DATA SEGMENT -
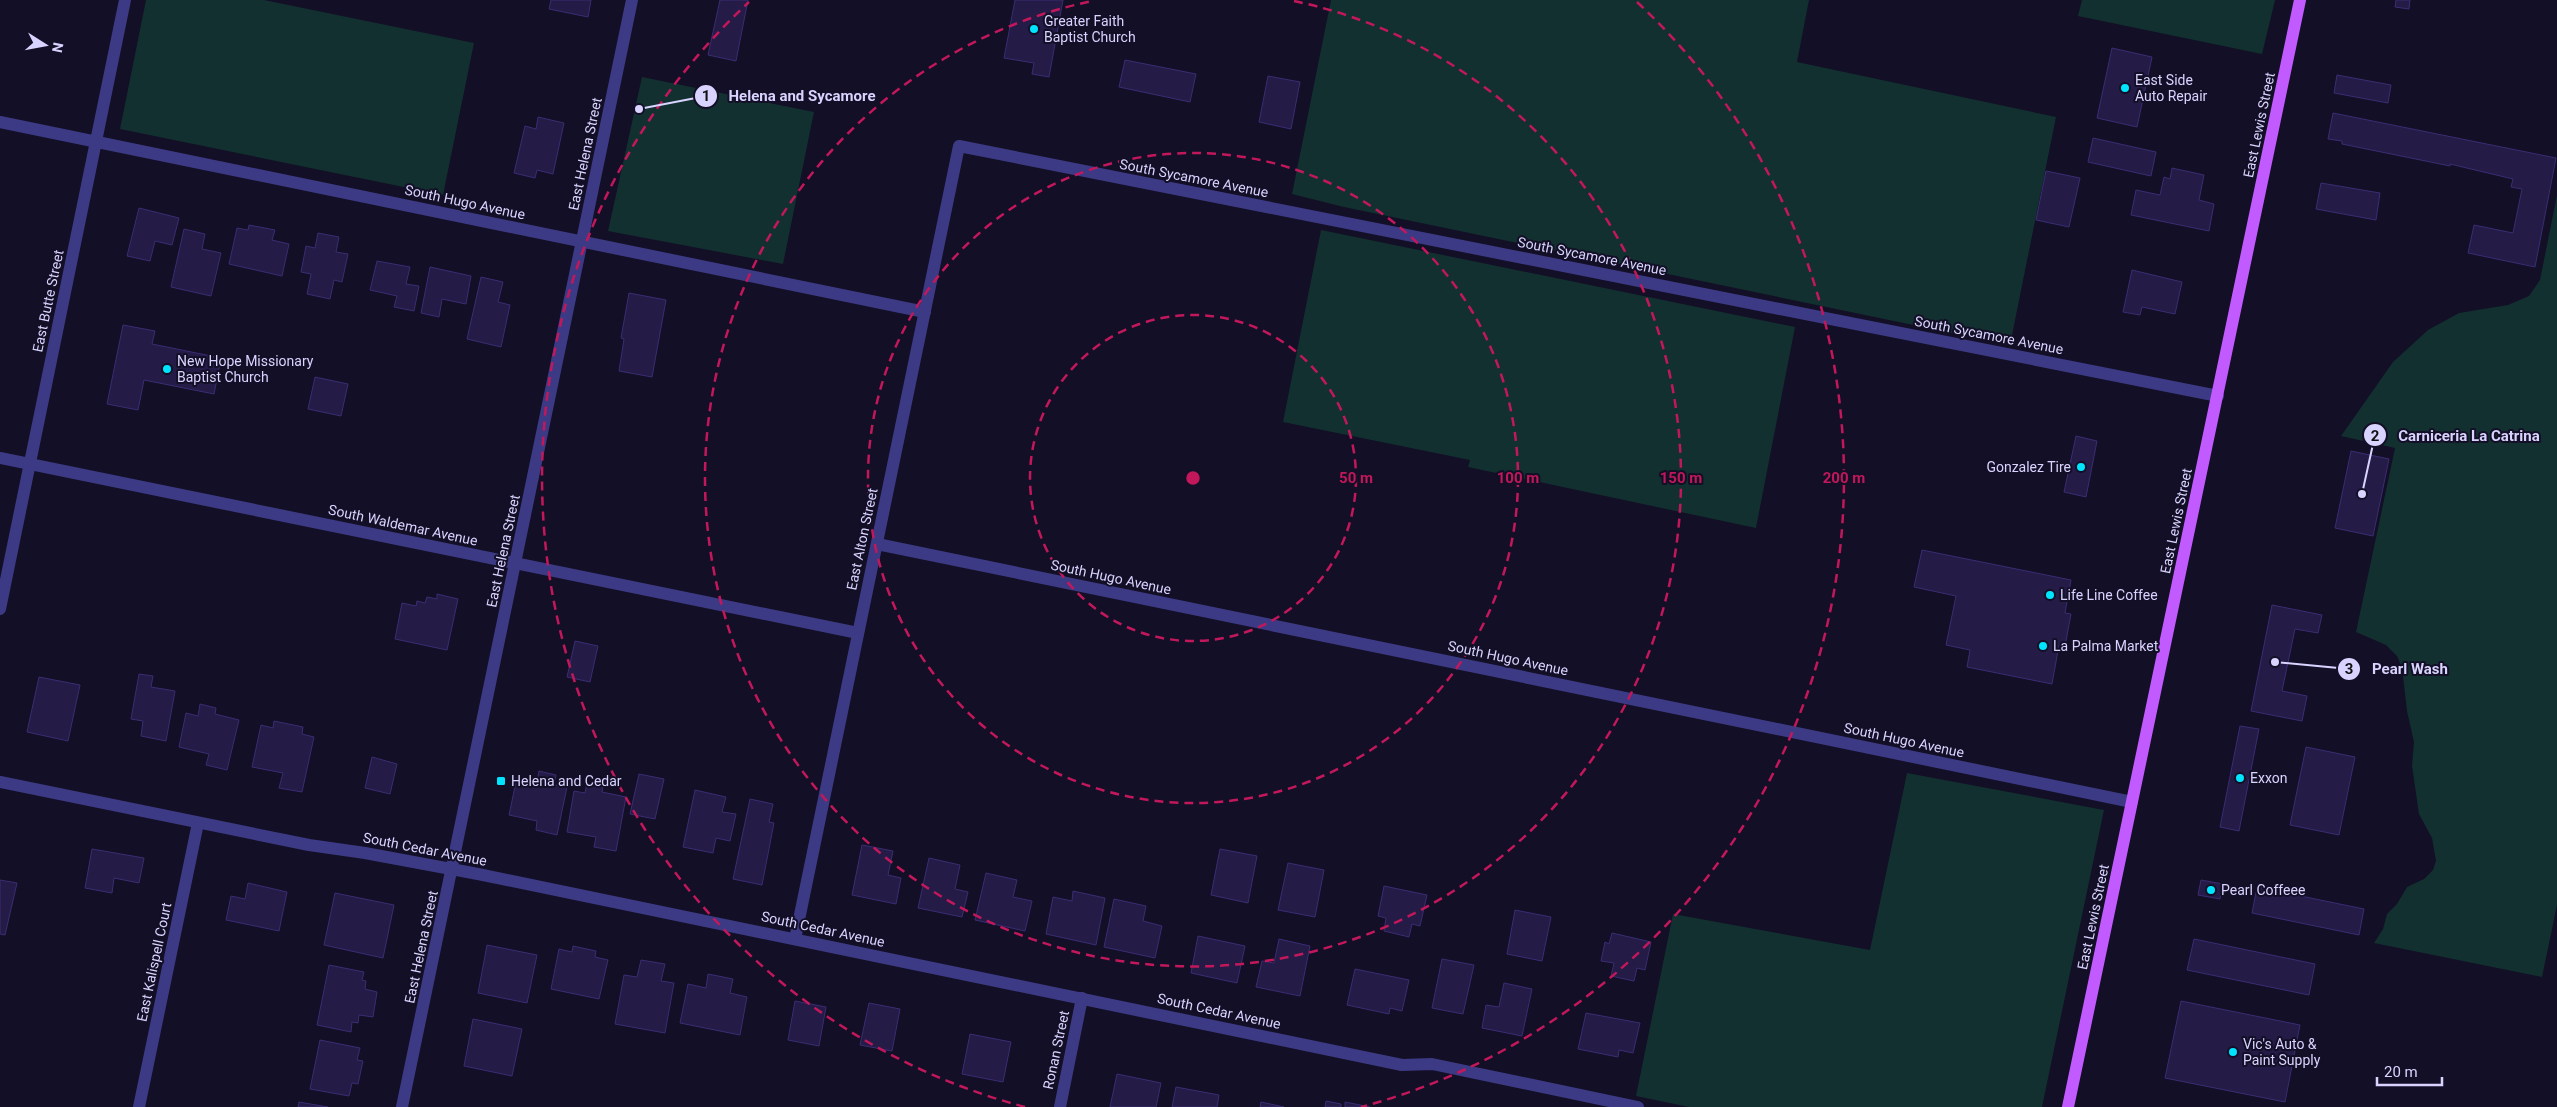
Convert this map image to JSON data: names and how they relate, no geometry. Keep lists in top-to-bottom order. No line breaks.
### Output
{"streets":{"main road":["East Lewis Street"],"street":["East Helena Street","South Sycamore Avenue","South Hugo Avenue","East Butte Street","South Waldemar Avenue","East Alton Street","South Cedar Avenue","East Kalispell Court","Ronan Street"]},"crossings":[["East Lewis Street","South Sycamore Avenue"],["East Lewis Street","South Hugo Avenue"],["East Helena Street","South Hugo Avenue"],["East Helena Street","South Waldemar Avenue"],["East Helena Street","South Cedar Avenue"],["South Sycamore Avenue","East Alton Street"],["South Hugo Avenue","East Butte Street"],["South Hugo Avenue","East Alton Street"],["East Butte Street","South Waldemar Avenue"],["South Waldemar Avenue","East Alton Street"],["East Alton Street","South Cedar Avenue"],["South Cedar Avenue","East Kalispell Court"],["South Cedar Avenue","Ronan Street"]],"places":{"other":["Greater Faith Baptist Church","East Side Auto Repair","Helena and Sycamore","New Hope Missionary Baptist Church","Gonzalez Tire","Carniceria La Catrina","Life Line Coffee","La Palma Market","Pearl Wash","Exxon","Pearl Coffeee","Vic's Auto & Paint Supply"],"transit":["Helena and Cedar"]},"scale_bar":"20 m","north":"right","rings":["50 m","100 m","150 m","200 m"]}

WORK ITEM -
Restate all the material verbatim; omit every picture.

ANSWER SPACE -
Convert this map image to JSON data: names and how they relate, no geometry. Keep lists in top-to-bottom order. No line breaks.
### Output
{"streets":{"main road":["East Lewis Street"],"street":["East Helena Street","South Sycamore Avenue","South Hugo Avenue","East Butte Street","South Waldemar Avenue","East Alton Street","South Cedar Avenue","East Kalispell Court","Ronan Street"]},"crossings":[["East Lewis Street","South Sycamore Avenue"],["East Lewis Street","South Hugo Avenue"],["East Helena Street","South Hugo Avenue"],["East Helena Street","South Waldemar Avenue"],["East Helena Street","South Cedar Avenue"],["South Sycamore Avenue","East Alton Street"],["South Hugo Avenue","East Butte Street"],["South Hugo Avenue","East Alton Street"],["East Butte Street","South Waldemar Avenue"],["South Waldemar Avenue","East Alton Street"],["East Alton Street","South Cedar Avenue"],["South Cedar Avenue","East Kalispell Court"],["South Cedar Avenue","Ronan Street"]],"places":{"other":["Greater Faith Baptist Church","East Side Auto Repair","Helena and Sycamore","New Hope Missionary Baptist Church","Gonzalez Tire","Carniceria La Catrina","Life Line Coffee","La Palma Market","Pearl Wash","Exxon","Pearl Coffeee","Vic's Auto & Paint Supply"],"transit":["Helena and Cedar"]},"scale_bar":"20 m","north":"right","rings":["50 m","100 m","150 m","200 m"]}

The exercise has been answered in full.